REQUIREMENT → From the records below, give the number of lines that include the word "linecap". Add no other words.

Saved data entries
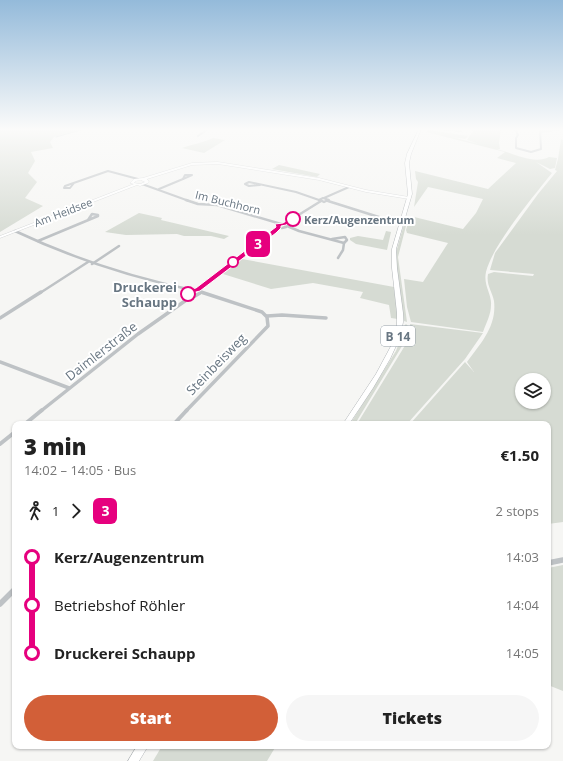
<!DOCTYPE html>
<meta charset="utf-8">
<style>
body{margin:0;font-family:"Open Sans",sans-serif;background:#f6f6f6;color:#222;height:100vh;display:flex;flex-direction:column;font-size:15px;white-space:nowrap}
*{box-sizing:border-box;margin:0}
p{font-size:13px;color:#767676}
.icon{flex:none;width:22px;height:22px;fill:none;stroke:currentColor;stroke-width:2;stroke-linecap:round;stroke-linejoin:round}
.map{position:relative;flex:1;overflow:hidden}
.panel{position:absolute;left:12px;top:421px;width:539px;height:328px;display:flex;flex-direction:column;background:#fff;border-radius:8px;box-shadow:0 1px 3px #0004}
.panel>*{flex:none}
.badge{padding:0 8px;border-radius:6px;font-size:14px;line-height:26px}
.controls{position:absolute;left:515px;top:373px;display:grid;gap:8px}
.controls a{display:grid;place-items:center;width:36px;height:36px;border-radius:50%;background:#fff;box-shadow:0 1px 3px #0004;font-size:20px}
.map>.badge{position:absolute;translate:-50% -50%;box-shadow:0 0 0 2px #fff}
.legs{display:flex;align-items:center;gap:6px;height:44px;padding:0 12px;font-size:13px}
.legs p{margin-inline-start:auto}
.overview{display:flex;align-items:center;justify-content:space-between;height:68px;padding:0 12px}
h1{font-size:22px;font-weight:800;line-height:30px}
.primary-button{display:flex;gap:8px;margin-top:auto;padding:8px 12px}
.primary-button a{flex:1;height:46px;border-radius:24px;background:#d25f38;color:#fff;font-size:16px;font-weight:800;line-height:46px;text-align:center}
.primary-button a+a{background:#f6f6f6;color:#222}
ul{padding:0 12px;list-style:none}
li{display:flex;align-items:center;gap:14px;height:48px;font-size:15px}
li i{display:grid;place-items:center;width:6px;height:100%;margin:0 5px;background:currentColor}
li i::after{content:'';width:10px;height:10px;margin:-5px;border:3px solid;border-radius:50%;background:#fff}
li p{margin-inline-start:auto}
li:first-child i{background:linear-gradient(#0000 50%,currentColor 0)}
li:last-child i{background:linear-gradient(currentColor 50%,#0000 0)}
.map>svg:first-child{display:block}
.green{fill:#d6dbd3;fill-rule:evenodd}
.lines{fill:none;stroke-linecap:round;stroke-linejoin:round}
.stream{stroke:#b7c2c6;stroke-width:1}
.secondary-casing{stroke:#b3b7bb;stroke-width:0.5}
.primary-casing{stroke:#b2b6b9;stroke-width:1}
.minor-far4{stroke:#bec2c5;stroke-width:2}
.minor-far3{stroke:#bec2c5;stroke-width:2.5}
.minor-far2{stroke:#bec2c5;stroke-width:3.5}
.minor-far1{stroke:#bec2c5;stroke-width:4}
.minor{stroke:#bec2c5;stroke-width:5.5}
.tertiary{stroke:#bec2c5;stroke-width:5.5}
.secondary{fill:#fff;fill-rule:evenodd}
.primary{fill:#fff;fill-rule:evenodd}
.line-1{fill:#e6007e;stroke:#fff}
.stop-1-dot{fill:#fff;stroke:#e6007e;stroke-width:2}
.labels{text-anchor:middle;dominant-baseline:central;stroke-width:4;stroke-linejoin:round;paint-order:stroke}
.far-street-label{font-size:11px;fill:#687682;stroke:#fff}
.far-stop-label{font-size:11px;font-weight:bold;fill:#687682;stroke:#fff;text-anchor:start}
.shield{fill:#fff;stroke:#959fa8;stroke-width:1}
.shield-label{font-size:12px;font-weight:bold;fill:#687682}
.stop-label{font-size:13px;font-weight:bold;fill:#687682;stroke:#fff;text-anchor:end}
.street-label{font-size:13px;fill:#687682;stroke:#fff}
</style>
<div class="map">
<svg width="563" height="761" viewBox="0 0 563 761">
<rect width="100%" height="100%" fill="#f6f6f4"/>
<g class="green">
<path d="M0,129H82L54,137L50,142L53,148L31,152L35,161L28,173L37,182L25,198L43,206L0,232Z"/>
<path d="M474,129H501L499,143L500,149H497C512,153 534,165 549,157L557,158L555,168L550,169L536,162L552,173C533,197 493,244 486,272C483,285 492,294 491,305C491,315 486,323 483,332L411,322L407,307L404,279L423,282L448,243L407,233L406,230L410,216L463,229L476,213L483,199L428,187L414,207L418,182L416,179L415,171L488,189L516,163L497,158L505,152L426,132L429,130L468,136L465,139L452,137L479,144L467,140Z"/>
<path d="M213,138L225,140L204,153L182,148C192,144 203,143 213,138Z"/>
<path d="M561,139L563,140V522L548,524V424H410L465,362L474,372L467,362C481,343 497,326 494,301C492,291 486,285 488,274L494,272L533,276L534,274L490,270L495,253L538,194L557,171L555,170L558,159ZM522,380H544V402H522Z"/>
<path d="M279,165L320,174L317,177L272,169Z"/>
<path d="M139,213L162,218L161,220L229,236L224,239L211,236H184L177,234L126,235L105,232Z"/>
<path d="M406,217L408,218L398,257L407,322L404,321L395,256Z"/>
<path d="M386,231L391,232L387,250L356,244L350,240V238L358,236L383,240Z"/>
<path d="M242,259L394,287L398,319L391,318L389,305L360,298L363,292L313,283L271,289L223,274Z"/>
<path d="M406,324L408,326V336L405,341L355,424H350L396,351L401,337L403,327Z"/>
<path d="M410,324L483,333L465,359L407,424H357L409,339L411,332Z"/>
<path d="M563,565V691L548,685V568Z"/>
<path d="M162,746H276L267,761H153Z"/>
</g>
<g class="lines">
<path class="stream" d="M56,137L84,129"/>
<g class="secondary-casing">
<path id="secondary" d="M218,162L319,178L366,190L409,197L411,198L409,199L366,192L319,180L218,164L192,165L147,179L149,182L148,183L140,186L137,185L0,238V236L134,184L130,183L134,179L143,178L192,163ZM141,180L145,182L140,184L134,183L136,181Z"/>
</g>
<g class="primary-casing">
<g id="primary">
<path d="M419,129H421L411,154L409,163L412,194L396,249L397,268L403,313V322L401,333L396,346L390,359L373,388L349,424H343L376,374L391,346L396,333L397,322V313L392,268V249L408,194L405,163L407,154Z"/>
<path d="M137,746H148L139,761H128Z"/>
</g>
</g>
<g class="minor-far4">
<path d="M442,129L461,131"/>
<path d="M515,129L518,135L516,138V148L531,152L541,149L540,129"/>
<path d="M540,132L560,129"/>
<path d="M198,136L208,129"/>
<path d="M185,175H192L183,179Z"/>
<path d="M74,183L70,188H64L65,186L108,171L138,179"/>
<path d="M142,184L189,201"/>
<path d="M260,185L249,186L245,184L249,182L296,192L319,200"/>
<path d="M159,189L183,179"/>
<path d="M324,198L349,187"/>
<path d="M320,201L319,200L323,198L329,200L328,201"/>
</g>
<g class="minor-far3">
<path d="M186,200L198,204L217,205L281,224"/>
<path d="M320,200L324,202L328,200"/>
<path d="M328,201L401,224"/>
<path d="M390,217L402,219"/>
<path d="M278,224H283L286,227L282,228L277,226Z"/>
<path d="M284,224L321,201"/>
<path d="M287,226L299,231L344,243L343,250L338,258"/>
<path d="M15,231C72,258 130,277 192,290"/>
<path d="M332,239L345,237L347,240L344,243"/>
<path d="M38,241L98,216V215L92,214L88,220"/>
<path d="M92,264L119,246"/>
<path d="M198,290L279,228"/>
<path d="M201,292L203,293"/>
<path d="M40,293L88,262"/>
<path d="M189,293L194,289L199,290L200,293"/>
</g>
<g class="minor-far2">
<path d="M190,292L189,295L195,296L200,293V292"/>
<path d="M267,316L282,315L326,318"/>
<path d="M0,318L41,292"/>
<path d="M0,362L69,388"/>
<path d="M41,411L138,334L192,296"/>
<path d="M186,411L268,326L267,317L262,312L201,292"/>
</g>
<g class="minor-far1">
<path d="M25,424L42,410"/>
<path d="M174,424L187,410"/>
<path d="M0,444L15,432"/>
</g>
<path class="minor" d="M0,604L15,589"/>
<path class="tertiary" d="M548,563L563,560"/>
<use href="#secondary" class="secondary"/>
<use href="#primary" class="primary"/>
</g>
<linearGradient id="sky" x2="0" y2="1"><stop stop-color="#94bada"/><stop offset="0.55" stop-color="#fbfbfa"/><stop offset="1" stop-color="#fbfbfa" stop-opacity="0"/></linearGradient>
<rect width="563" height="235" fill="url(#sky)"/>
<path class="line-1" d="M291,218L296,219L286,225L281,226V228L276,233L200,291L192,293L191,296H186V290L196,288L272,230L276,227L275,224L283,223Z"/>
<g class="stop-1-dot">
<circle cx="293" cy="219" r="7"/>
<circle cx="233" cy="262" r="5"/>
<circle cx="188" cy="294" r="7"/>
</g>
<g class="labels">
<g class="far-street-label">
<text transform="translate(228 202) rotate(14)">Im Buchhorn</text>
<text transform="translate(63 212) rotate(-21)">Am Heidsee</text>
</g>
<g class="far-stop-label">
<text x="304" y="219">Kerz/Augenzentrum</text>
</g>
<rect class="shield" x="381" y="326" width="34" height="20" rx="3"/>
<g class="shield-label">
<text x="398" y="336">B 14</text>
</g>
<g class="stop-label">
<text x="177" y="287">Druckerei<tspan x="177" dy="15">Schaupp</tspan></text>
</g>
<g class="street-label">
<text transform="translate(101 351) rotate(-38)">Daimlerstraße</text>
<text transform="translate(216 364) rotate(-46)">Steinbeisweg</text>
</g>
</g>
</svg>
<div class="controls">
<a><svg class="icon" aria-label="layers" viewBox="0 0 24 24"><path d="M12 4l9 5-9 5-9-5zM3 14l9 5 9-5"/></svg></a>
</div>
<b class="badge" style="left:258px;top:244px;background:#e6007e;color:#fff">3</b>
<section class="panel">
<div class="overview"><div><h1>3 min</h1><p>14:02 – 14:05 · Bus</p></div><b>€1.50</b></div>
<div class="legs"><svg class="icon" aria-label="walk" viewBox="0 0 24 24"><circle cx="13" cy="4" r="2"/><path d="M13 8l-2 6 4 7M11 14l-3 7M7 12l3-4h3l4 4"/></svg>1<svg class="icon" aria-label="forward" viewBox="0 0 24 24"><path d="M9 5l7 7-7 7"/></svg><b class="badge" style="background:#e6007e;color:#fff">3</b><p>2 stops</p></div>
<ul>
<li><i style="color:#e6007e"></i><b>Kerz/Augenzentrum</b><p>14:03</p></li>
<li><i style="color:#e6007e"></i><span>Betriebshof Röhler</span><p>14:04</p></li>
<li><i style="color:#e6007e"></i><b>Druckerei Schaupp</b><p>14:05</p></li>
</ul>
<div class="primary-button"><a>Start</a><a>Tickets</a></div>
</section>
</div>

ANSWER BOX → 2